To handle this challenge, we use Kaggle. You can access the competition at this address: https://inclass.kaggle.com/c/snapp.

To join, each group member first needs to create an account on Kaggle. Then, one group member needs to create a team (option "My Team" in the Dashboard at the left) and invite other group members to join his team. Submissions to the challenge should only be introduced through your team.

At the end of the challenge, we ask you also to write a report that describes the different steps of your approach and your main results. You should also send us your source code. Instructions to submit your project are the same as for the other projects.

Project 3 - oral presentation

As announced, we will have the oral presentations for the third project next Thursday in room 2.93. Because there is an important departmental meeting at 15h30, we would like to start the presentations at 12h30 (you can bring food with you in the room). You are all expected to attend all presentations. If you can not join at that time, please let us know as soon as possible. We will then schedule your talk later in the afternoon.

Each group presentation should last at most 8-10 minutes and will be followed by a couple of questions. The structure of your presentation is free. You are expected of course to explain the method you have used for your final submission but you can also talk about things that have not worked, difficulties you met in the course of the project, any idea you have for potential improvements but could not be implemented due to a lack of time, etc.

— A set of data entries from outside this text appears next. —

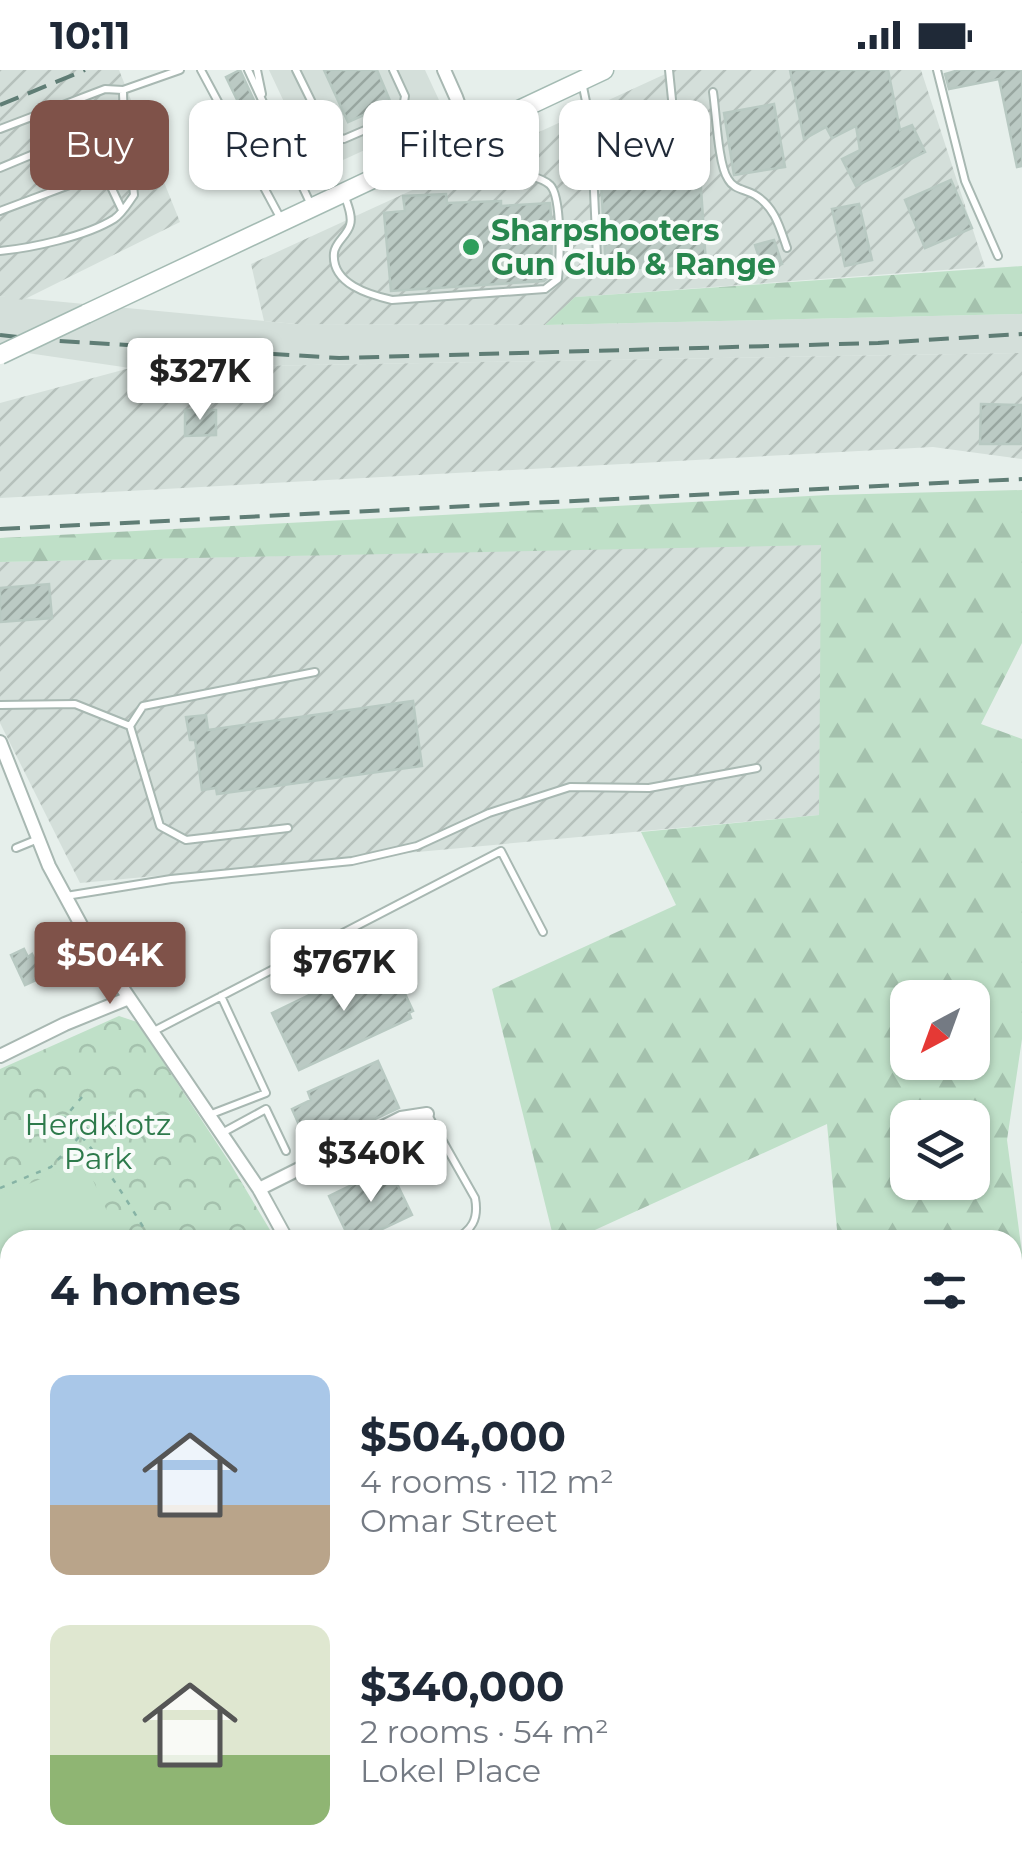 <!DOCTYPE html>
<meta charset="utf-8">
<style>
body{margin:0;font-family:Montserrat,sans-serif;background:#f6f6f7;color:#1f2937;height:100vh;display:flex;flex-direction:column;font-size:38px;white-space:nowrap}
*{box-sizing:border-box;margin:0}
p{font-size:32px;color:#747a83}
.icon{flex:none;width:55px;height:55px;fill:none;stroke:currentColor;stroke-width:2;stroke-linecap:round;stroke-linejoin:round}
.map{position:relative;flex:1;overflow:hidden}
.side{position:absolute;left:0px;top:1160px;width:1022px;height:640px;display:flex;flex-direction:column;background:#fff;border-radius:30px 30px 0 0;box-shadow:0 2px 8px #0004}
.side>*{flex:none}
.top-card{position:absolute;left:30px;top:30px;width:962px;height:90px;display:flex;gap:20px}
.needle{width:65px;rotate:221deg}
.tools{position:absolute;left:890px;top:910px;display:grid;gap:20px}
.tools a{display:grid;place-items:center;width:100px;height:100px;border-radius:20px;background:#fff;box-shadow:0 2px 8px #0004;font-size:50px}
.price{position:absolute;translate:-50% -85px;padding:0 22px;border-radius:10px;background:#fff;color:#222;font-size:32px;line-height:65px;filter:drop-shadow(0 2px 5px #0008)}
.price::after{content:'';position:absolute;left:50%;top:60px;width:30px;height:22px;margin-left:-15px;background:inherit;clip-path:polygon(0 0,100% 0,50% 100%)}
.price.current{background:#7f5249;color:#fff}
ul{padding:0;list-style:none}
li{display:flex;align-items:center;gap:30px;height:250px;padding:0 50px}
li span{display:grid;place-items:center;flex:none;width:280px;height:200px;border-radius:20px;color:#555}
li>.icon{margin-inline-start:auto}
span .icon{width:120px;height:120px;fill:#fffc;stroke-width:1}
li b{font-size:42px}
h2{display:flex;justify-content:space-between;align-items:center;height:120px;padding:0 50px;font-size:42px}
.chip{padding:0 35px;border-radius:20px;background:#fff;box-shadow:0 2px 8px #0004;font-size:35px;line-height:90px}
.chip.current{background:#7f5249;color:#fff}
.status{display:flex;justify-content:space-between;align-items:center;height:70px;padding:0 50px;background:#fff;direction:ltr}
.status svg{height:28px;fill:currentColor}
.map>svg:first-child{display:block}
</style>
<div class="status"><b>10:11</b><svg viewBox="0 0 49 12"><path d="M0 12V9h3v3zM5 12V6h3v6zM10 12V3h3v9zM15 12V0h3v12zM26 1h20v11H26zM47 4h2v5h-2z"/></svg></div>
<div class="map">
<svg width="1022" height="1800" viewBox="0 0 1022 1800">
<defs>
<pattern id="industrial-furrows" width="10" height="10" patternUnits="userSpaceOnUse" patternTransform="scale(2.5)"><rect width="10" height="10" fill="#d4dfda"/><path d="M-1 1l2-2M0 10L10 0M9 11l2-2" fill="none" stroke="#b6c1bc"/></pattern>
<pattern id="forest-firs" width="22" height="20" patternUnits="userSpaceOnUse" patternTransform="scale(2.5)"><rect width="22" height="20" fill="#bfe0c8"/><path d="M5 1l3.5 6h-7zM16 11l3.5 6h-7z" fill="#a4c1ad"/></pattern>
<pattern id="park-crowns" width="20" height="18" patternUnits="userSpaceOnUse" patternTransform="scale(2.5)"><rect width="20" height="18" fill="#bfe0c8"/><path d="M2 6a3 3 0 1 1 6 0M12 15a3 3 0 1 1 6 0" fill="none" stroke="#a4c1ad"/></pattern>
<pattern id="building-hatch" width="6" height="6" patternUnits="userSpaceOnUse" patternTransform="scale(2.5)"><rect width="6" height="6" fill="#bbcac4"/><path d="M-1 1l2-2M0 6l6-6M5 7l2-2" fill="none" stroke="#98a6a0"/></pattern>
</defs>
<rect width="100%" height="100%" fill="#e6efeb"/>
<path fill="#d4dfda" d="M 269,0 L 425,0 L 445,43 L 317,102 Z
M 0,226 L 296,254 L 545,255 L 1022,244 L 1022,283 L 130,298 L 0,279 Z"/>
<path fill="url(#industrial-furrows)" d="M 0,0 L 119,0 L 180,152 L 23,230 L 0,226 Z
M 674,0 L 921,0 L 985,197 L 576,227 L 545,255 L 296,254 L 264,251 L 251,194 Z
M 1022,283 L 1022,389 L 933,377 L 0,428 L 0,333 L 130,298 Z
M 822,474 L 819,745 L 80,813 L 0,653 L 0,492 Z"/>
<path fill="url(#forest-firs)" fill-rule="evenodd" d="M 1022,196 L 1022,244 L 545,255 L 575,227 Z
M 1022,420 L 1022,573 L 981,654 L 1022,669 L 1022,969 L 1007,1070 L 1022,1183 L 1022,1760 L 1013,1763 L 1012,1170 L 838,1170 L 827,1054 L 573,1170 L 554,1170 L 492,919 L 676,835 L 641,762 L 819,745 L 821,475 L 0,492 L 0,468 L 828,425 ZM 908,928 L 972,928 L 972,992 L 908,992 ZM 908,1048 L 972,1048 L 972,1112 L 908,1112 Z
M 1013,1788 L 1015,1800 L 721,1800 L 720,1790 Z"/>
<path fill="url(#park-crowns)" d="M 119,946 L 137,952 L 230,1093 L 276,1170 L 10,1170 L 10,1700 L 0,1679 L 0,999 Z
M 49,1790 L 273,1790 L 254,1800 L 54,1800 Z"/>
<path fill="#bfe0c8" d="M 76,1094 L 88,1099 L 120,1170 L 10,1170 L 10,1302 L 0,1305 L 0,1126 Z"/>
<path fill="url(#building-hatch)" stroke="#b8c9c2" stroke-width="2.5" d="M 240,0 L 257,37 L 244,44 L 226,7 Z
M 324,0 L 377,0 L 391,33 L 348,52 Z
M 790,0 L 888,0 L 900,60 L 912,55 L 925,82 L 856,116 L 842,89 L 860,80 L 856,56 L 832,68 L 826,57 L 804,69 Z
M 959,0 L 1022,0 L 1022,96 L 1017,97 L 999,9 L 949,19 L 945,4 Z
M 774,34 L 785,97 L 734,105 L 724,43 Z
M 227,64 L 245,97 L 228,105 L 212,71 Z
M 699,88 L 706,194 L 606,200 L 600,95 Z
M 951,110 L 972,158 L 925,178 L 905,130 Z
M 446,124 L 447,133 L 501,131 L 501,136 L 550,133 L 552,160 L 551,205 L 544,211 L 391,221 L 384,143 L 405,141 L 403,126 Z
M 859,134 L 872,190 L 845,196 L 832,139 Z
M 774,170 L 782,194 L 763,200 L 755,175 Z
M 981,334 L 1022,335 L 1022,374 L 980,374 Z
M 185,340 L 216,340 L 216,365 L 185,366 Z
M 49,514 L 52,548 L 0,552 L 0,518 Z
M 413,631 L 422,696 L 217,724 L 216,718 L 202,720 L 195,670 L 190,670 L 186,647 L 206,645 L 208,660 Z
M 24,879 L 28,887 L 32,884 L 43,907 L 25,915 L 11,885 Z
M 388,887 L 413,941 L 409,943 L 411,948 L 299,1000 L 272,943 Z
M 378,991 L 399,1038 L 310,1079 L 292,1039 L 311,1030 L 308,1022 Z
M 389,1097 L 412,1145 L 359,1170 L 350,1170 L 329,1126 Z"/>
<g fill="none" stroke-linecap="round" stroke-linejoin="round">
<g stroke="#a8b8b2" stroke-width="10">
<path id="lane" d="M 201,0 L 282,151
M 248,0 L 312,137
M 257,0 L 262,24
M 296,0 L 327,63 L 344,69 L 402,44 L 405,26 L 393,0
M 669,0 L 676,69
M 937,0 L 965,111 L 998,186
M 582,12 L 591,56 L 597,187
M 713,22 C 716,41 718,95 728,109 C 734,120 745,119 755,125 C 775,137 780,158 787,178
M 0,59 L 105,19 L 123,20
M 0,98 L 72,68 L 86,72 L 104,102
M 344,124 C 347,133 353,146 350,155 C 347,166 335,172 334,183 C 331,214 370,225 392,230 L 545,219 L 558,209 C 560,192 562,126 550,115 C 545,110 535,107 528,105 C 493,99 482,102 469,65
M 0,141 L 104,102 L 122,140
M 0,181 C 32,178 87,166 114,149 C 123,143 128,133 134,125 C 131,89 123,56 123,20 L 180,0
M 0,635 L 75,634 L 130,656 L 160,756 L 186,770 L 288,758
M 130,656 L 143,636 L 315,602
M 16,778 L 38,769
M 66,826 L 171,809 L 352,791 L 417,776 L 489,743 L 570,717 L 649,718 L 757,698
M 154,961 L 501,781 L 543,862
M 209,1045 L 266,1023 L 221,926
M 428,1045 L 475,1128 C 479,1149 472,1161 453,1170
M 222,1063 L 266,1039 L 286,1081"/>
</g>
<g stroke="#a8b8b2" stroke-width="16">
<path id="street" d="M 444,0 L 456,27 L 469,63
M 0,672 L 49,796 L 87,866 L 259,1119 L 287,1170
M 0,986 L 65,954 L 129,928
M 259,1119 L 401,1048 L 427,1044
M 516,1790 L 524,1800
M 267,1800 L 286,1790"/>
</g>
<g stroke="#a4bbb3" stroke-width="21">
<path id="secondary" d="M 86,244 L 604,0"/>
</g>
<path stroke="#86b3a5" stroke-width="2.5" stroke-dasharray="5 8" stroke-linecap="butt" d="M 82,1027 L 65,1047 C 99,1084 125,1127 151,1170
M 0,1118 L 51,1097 L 95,1050
M 0,1360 L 10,1357"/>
<use href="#lane" stroke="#fff" stroke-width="6"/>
<use href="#street" stroke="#fff" stroke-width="12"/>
<use href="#secondary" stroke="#fff" stroke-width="18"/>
<path stroke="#5f7d75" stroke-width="4" stroke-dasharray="20 10" stroke-linecap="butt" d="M 0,35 L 85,0
M 0,265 L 44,270 L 339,288 L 878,273 L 1022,264
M 0,459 L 1022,409"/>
<g stroke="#a4bbb3" stroke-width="21" stroke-linecap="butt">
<path id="secondary-bridge" d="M 0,285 L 86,244"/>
</g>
<use href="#secondary-bridge" stroke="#fff" stroke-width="18"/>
</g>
<circle fill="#2e9e5b" stroke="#f7fbf9" stroke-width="4" cx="471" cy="177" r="10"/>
<g text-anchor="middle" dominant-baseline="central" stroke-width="8" stroke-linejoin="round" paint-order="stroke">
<g font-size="30" font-weight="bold" fill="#27864d" stroke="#f7fbf9" text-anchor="start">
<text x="491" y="160">Sharpshooters<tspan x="491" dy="34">Gun Club &amp; Range</tspan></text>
</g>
<g font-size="30" fill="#2d7a4b" stroke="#f7fbf9">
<text x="98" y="1054">Herdklotz<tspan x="98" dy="34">Park</tspan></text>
</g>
</g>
</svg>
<div class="tools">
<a><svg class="needle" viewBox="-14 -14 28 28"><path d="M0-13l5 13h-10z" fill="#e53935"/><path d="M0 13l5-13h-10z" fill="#747a83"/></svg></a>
<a><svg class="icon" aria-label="layers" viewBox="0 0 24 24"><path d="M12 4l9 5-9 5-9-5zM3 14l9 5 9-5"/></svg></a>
</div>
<b class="price" style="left:200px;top:353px">$327K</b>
<b class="price current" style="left:110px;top:937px">$504K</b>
<b class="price" style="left:344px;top:944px">$767K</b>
<b class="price" style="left:371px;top:1135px">$340K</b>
<div class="top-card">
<a class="chip current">Buy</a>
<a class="chip">Rent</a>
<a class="chip">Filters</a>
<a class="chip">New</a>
</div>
<section class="side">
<h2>4 homes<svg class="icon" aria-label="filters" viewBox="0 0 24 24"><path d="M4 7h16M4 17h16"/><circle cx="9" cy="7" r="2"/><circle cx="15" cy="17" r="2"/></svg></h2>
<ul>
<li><span style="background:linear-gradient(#a9c7e8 65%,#b9a48a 0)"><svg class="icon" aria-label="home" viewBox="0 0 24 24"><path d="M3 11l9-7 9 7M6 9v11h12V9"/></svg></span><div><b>$504,000</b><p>4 rooms · 112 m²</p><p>Omar Street</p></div></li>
<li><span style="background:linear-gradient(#dfe7d0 65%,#8fb573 0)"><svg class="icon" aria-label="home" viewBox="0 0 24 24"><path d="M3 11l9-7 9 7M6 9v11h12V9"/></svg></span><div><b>$340,000</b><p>2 rooms · 54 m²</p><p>Lokel Place</p></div></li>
</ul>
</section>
</div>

We encourage you to prepare slides for your presentation. To avoid loosing time between presentations, please try to send your slides (preferably in pdf) to Arnaud Joly before Thursday at 12h00. If not possible, bring a usb key with you.

More ressouces

FAQ

Project 1

Which Python version can I use for the project?
You can use either Python 2.7, 3.3 or 3.4. In order to run smoothly your code with Python 2 and 3, you can avoid Python 2+ or 3+ only features and add the following import to the top of the file:
# Only py3 / so that 2 / 3 = 0.66..
from __future__ import division
# Only py3 string encoding
from __future__ import unicode_literals
# Only py3 print
from __future__ import print_function
How can I plot finer boundary plots?
To refine the mesh used for the plot, set the mesh_step_size from plot_boundary to a lower value.
How can I call functions from data.py?
First go with your terminal / IDE to the directory where data.py is saved. Then you can execute in a Python terminal:
>>> from data import make_cross
>>> X, y = make_cross(random_state=0)
Similarly, you will be able to execute the following script
from data import make_cross

if __name__ == "__main__":
    X, y = make_cross(random_state=0)
On linux and MacOS, how can I know that I am using the right Python interpreter?
You can simply do
$ which python
How can I smooth the error curves?
You can average the scores / errors from different training and testing sets. In this project, make sure that you draw the appropriate number of points each time. Furthermore, points from the curve must be comparable by setting appropriately the random_state.
Which learning rate strategy should I use for the sgd algorithm?
As stated in the assignement, we will use a constant learning rate.
What is counted in the 4 pages report?
Everything from the first page to the last page of your pdf report. Appendix are also counted in the pages count. The report must be in A4 page size, single column format and appropriate typography, (e.g. a font size of 11-12pt with appropriate spacing). Figures should also be of appropriate size and design for a scientific report.

Project 2

Should I compute the bias or the squared bias?
The assignement has been updated to make it clear that you should compute the squared bias.